Creating a Bucket — A Deep Dive

*Check out the updated version of this post here*

Buckets are the cornerstone, foundation, and core of everything you do with your Data in Google Cloud Storage.

Anything you want to store in Cloud Storage needs to be in a bucket in order for you to do anything with it, so it’s an obvious starting point.

Before you jump in, there are some decisions to be made, so that when you create your bucket, you’re prepared to specify 4 things: A globally unique, static name, a storage class and location, and an access policy.

Your Globally Unique Static Name

Like any data storage system you work with (your desktop / laptop operating system, for example) your bucket needs a name so that you can reference it later. But unlike your local operating system, naming a cloud bucket has a few restrictions.

Firstly — understand that all bucket names, for all buckets (FOR ALL USERS!) share a single namespace. In simpler-terms, this means that all bucket names are always publicly visible (even though access to those buckets might not be) and as such, needs to be unique. So picking your bucket name is a lot like choosing a username for a new website or social service — You need to make it descriptive enough for you to know what it is, but unique enough that no one else has it (I like JBRO-ROXXX-546, personally..).

Secondly — There’s a set of restrictions on creating a name.
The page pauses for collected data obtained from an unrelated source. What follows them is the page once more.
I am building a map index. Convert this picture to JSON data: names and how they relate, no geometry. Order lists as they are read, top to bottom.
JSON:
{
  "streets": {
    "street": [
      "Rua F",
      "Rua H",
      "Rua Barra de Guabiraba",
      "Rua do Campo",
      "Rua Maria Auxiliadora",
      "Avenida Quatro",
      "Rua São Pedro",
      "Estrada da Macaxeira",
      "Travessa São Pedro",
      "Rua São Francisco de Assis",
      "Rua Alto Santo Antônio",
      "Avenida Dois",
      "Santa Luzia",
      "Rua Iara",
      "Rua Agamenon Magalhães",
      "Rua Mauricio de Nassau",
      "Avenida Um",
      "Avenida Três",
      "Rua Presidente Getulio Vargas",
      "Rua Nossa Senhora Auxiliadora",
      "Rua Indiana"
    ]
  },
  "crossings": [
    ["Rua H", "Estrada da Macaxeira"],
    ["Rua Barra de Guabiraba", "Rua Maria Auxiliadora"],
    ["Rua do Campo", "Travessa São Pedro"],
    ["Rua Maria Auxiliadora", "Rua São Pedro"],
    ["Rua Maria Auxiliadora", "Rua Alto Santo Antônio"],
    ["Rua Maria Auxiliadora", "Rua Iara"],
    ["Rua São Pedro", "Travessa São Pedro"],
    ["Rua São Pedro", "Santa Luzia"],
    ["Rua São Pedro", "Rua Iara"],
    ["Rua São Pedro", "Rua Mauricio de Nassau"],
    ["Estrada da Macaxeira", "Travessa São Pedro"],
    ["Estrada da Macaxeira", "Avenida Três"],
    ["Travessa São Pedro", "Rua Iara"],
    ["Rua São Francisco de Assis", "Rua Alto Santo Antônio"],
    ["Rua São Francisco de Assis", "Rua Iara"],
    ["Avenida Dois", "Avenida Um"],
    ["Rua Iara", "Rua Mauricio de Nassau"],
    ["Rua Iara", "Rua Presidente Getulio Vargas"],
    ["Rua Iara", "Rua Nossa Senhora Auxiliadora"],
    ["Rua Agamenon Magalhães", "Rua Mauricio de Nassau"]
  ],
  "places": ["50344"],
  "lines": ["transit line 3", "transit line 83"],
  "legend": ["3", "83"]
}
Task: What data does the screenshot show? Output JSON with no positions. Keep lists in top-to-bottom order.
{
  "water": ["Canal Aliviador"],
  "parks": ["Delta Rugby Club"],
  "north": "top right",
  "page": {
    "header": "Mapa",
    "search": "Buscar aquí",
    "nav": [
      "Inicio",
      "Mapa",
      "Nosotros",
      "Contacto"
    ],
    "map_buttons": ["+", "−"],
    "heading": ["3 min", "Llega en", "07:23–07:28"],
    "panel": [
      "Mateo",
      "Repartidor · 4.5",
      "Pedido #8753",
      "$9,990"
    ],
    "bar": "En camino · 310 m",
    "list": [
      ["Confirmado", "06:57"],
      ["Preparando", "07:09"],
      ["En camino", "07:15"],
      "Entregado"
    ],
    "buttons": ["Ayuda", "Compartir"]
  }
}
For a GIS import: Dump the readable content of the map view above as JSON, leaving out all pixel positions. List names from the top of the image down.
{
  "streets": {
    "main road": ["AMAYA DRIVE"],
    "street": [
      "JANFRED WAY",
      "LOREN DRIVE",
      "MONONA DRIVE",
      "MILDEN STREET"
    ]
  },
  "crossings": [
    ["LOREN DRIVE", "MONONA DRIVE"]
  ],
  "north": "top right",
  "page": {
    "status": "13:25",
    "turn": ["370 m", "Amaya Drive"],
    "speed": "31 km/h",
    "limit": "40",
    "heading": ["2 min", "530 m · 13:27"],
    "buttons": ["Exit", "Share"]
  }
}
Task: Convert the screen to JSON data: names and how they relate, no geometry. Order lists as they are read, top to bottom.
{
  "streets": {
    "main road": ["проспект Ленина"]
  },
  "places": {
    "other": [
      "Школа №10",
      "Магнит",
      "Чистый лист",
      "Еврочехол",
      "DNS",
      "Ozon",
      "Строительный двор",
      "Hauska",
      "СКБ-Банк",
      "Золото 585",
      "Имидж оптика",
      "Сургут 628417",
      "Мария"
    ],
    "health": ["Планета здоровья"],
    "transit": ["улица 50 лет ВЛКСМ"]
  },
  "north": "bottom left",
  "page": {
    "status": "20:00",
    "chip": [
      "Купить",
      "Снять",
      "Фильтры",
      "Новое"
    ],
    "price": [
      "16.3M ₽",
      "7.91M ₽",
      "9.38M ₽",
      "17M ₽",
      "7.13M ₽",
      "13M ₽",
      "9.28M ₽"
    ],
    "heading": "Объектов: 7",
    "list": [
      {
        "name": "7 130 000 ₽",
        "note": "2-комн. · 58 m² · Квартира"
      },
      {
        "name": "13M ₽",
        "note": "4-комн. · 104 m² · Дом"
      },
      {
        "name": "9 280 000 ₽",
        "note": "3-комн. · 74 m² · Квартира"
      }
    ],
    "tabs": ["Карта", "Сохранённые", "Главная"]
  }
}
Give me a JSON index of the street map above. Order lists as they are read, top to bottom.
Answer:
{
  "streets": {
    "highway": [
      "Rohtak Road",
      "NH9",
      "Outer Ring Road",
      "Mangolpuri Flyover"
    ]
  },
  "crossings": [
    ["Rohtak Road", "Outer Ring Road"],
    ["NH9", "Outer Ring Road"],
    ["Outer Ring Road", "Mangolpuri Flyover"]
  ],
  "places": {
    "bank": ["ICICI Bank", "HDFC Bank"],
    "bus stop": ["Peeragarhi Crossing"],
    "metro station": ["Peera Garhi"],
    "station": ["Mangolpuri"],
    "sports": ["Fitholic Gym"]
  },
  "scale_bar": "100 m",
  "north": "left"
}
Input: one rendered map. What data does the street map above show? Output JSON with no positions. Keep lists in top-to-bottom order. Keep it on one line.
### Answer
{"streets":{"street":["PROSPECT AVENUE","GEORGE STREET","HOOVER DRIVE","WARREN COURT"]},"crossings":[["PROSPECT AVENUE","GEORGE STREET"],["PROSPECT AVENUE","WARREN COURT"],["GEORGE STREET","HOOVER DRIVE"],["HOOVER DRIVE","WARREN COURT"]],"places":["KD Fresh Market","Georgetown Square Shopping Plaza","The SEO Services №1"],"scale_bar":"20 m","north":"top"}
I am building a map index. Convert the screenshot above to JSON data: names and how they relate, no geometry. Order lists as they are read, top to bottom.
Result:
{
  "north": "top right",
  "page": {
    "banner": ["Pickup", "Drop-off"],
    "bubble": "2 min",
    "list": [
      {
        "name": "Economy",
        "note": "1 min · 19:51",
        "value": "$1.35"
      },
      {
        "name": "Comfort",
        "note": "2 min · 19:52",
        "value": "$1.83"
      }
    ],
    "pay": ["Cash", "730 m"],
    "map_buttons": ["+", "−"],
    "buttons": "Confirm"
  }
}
Mainly that there’s a character limit, restrictions on what types of characters you can use, etc. (you can have fun discovering this yourself, or click here for an exhaustive list.

Finally — Understand that the name of your bucket is FOREVER. Buckets can’t be renamed after they are created. So if you want to change the name, you have to do a weird dance where you create a new bucket with the name you want, and transfer over your contents later (check this article for help with moving and renaming buckets).

This name will also need to fit a few other parameters, neatly laid out at the top of this article (we’re talking number of characters, type of characters, etc.).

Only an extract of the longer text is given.